When you reach the line containing "function fill(path, color)" in the entries below, begin reproducing lines exactly, and stop once the line containing "g.lineWidth = width;" is done.

####

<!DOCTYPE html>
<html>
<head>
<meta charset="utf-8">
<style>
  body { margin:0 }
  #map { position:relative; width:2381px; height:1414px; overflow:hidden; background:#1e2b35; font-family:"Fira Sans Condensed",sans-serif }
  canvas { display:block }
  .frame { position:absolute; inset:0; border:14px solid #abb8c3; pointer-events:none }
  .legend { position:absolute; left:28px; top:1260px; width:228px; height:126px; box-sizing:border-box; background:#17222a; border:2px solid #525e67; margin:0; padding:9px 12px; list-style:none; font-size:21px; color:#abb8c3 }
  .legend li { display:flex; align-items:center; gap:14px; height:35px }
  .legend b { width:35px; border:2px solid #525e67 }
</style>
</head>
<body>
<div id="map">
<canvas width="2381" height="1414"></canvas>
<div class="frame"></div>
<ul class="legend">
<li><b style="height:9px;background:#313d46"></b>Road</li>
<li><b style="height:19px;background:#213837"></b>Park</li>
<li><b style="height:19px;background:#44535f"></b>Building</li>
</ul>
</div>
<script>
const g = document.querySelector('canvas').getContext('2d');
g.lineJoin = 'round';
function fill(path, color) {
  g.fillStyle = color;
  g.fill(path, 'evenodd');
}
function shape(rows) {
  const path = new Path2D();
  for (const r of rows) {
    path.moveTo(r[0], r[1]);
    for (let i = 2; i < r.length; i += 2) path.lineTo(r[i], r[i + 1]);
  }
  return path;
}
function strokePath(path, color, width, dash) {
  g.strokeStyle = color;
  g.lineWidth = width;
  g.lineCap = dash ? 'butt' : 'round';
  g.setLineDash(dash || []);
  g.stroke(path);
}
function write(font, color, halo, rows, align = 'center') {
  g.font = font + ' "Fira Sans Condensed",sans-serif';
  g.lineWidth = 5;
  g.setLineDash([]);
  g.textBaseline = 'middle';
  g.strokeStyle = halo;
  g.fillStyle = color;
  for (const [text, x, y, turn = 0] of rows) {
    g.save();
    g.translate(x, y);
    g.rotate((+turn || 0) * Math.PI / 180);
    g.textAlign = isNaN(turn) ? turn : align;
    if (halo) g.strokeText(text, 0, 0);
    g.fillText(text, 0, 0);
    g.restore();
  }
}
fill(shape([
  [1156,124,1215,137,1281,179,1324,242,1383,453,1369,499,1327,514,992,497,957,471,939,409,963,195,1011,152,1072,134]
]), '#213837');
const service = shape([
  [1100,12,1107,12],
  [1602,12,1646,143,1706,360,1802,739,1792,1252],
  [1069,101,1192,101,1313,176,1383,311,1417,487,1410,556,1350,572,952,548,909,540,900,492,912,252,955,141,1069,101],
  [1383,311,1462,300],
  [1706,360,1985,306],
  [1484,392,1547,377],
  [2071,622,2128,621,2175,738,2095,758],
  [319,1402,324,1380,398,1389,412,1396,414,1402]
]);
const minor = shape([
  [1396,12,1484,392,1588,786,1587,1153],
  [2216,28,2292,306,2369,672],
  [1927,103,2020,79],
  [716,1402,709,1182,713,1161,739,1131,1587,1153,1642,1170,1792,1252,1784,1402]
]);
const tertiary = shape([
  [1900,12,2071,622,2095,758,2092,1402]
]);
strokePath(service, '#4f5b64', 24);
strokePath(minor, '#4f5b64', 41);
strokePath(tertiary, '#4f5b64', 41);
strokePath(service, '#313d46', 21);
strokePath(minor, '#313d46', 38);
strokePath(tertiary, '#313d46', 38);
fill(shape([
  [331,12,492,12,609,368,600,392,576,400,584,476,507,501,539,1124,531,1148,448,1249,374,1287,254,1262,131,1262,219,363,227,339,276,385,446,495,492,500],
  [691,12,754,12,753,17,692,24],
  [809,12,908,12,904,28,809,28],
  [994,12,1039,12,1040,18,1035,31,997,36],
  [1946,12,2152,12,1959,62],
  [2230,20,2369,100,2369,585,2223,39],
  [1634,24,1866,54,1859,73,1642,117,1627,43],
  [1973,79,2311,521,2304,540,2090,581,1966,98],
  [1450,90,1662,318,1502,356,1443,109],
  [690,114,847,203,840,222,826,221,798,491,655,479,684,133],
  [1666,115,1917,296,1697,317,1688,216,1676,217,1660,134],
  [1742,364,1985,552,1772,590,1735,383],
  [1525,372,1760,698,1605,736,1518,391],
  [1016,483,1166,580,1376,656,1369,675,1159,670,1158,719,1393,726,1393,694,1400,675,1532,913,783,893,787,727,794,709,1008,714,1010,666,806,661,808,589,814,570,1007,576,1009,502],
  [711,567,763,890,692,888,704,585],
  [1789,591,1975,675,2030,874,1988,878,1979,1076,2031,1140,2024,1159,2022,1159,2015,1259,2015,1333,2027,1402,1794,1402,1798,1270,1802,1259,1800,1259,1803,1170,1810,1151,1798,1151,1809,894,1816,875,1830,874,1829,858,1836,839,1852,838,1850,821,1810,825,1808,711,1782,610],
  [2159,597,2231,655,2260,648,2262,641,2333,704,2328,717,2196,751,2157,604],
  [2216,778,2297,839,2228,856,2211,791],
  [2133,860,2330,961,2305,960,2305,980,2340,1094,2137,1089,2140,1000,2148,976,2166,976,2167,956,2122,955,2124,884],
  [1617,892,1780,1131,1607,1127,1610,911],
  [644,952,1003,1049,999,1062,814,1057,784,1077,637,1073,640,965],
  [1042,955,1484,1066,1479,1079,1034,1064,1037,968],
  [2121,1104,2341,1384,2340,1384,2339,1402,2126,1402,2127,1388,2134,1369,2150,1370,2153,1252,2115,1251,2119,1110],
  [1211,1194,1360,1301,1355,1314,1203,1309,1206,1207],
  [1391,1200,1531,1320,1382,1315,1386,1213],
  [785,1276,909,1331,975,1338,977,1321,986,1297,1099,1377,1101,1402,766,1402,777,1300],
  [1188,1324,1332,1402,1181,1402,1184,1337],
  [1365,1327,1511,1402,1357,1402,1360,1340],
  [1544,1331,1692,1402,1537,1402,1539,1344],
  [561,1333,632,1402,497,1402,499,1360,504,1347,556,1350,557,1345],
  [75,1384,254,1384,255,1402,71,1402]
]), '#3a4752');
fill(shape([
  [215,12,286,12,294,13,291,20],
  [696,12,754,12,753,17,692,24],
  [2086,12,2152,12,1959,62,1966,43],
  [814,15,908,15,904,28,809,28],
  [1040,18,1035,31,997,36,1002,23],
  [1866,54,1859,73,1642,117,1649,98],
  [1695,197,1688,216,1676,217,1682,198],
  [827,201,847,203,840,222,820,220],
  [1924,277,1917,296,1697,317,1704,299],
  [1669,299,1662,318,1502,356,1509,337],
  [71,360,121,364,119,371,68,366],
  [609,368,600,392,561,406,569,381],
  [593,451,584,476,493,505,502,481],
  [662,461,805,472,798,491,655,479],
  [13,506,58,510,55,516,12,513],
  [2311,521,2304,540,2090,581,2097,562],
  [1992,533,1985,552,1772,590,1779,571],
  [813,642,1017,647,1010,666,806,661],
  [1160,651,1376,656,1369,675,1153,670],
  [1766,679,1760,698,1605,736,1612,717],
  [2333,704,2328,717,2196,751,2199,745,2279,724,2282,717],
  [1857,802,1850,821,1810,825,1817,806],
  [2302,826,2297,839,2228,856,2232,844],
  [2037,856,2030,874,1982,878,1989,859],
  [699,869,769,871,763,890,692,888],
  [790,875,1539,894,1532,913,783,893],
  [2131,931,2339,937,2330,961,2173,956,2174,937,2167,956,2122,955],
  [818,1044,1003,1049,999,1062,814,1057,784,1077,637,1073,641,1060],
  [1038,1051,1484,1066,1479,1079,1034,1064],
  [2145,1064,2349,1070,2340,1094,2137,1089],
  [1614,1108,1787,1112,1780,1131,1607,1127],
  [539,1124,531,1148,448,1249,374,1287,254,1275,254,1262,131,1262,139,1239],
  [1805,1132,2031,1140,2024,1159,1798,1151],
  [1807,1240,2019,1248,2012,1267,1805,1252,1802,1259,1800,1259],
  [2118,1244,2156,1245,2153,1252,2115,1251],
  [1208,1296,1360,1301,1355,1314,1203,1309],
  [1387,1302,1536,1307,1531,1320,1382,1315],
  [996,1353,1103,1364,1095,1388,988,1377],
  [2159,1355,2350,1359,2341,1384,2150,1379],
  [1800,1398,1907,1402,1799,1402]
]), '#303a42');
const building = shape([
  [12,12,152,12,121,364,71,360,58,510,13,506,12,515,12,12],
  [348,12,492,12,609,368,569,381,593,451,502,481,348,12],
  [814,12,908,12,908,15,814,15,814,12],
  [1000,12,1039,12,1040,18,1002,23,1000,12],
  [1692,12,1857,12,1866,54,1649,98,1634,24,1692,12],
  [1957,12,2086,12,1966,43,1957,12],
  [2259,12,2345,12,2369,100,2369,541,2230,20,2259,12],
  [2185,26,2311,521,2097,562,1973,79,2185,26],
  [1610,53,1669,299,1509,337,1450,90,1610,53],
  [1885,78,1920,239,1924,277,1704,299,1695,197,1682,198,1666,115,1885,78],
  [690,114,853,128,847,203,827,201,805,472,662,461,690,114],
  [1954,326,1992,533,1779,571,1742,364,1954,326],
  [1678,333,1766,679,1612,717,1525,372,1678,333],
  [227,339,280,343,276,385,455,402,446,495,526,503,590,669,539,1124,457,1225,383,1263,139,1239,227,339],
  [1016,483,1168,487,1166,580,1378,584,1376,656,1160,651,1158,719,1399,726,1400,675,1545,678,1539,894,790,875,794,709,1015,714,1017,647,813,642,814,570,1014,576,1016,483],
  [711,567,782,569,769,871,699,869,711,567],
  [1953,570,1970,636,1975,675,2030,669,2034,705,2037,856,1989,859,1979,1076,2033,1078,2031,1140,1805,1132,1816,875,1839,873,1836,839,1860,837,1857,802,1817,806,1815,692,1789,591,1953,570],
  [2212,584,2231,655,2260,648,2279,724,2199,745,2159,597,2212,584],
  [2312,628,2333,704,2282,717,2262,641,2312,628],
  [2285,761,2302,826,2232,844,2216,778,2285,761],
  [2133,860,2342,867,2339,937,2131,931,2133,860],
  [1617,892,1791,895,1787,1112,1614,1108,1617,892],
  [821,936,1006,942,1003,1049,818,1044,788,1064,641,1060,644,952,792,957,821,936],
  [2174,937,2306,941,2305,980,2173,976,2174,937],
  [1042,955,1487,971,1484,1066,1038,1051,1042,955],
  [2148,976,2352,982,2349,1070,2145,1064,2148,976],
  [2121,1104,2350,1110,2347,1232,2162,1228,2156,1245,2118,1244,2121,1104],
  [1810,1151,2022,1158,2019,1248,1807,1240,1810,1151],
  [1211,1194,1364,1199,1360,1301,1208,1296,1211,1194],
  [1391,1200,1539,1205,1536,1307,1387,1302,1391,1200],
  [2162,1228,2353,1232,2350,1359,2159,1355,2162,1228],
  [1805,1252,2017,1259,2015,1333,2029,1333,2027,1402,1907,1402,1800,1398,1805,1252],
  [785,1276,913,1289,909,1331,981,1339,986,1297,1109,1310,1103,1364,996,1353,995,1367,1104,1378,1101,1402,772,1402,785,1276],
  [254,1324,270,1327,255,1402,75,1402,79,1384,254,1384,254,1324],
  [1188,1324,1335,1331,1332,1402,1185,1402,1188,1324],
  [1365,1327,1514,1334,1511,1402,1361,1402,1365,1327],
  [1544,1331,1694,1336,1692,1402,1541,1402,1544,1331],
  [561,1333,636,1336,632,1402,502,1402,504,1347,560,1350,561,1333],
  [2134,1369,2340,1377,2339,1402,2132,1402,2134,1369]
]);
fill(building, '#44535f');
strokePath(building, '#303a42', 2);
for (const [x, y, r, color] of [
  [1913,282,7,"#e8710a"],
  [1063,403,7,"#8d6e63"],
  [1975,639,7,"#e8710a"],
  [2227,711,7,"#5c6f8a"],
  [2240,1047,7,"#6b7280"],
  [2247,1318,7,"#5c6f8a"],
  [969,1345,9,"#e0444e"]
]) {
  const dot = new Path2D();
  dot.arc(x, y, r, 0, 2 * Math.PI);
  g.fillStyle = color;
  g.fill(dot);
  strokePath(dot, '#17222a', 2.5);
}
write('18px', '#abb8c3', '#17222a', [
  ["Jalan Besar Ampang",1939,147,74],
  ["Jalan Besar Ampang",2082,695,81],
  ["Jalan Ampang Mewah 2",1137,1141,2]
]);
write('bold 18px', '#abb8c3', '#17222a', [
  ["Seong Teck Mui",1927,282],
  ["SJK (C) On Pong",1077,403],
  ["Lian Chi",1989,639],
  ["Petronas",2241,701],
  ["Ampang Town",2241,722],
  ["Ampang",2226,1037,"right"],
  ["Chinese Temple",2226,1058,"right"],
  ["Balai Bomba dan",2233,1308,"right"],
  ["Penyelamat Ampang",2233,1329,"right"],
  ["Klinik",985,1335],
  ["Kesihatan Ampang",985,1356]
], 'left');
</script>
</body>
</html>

####

[Problem solution]
function fill(path, color) {
  g.fillStyle = color;
  g.fill(path, 'evenodd');
}
function shape(rows) {
  const path = new Path2D();
  for (const r of rows) {
    path.moveTo(r[0], r[1]);
    for (let i = 2; i < r.length; i += 2) path.lineTo(r[i], r[i + 1]);
  }
  return path;
}
function strokePath(path, color, width, dash) {
  g.strokeStyle = color;
  g.lineWidth = width;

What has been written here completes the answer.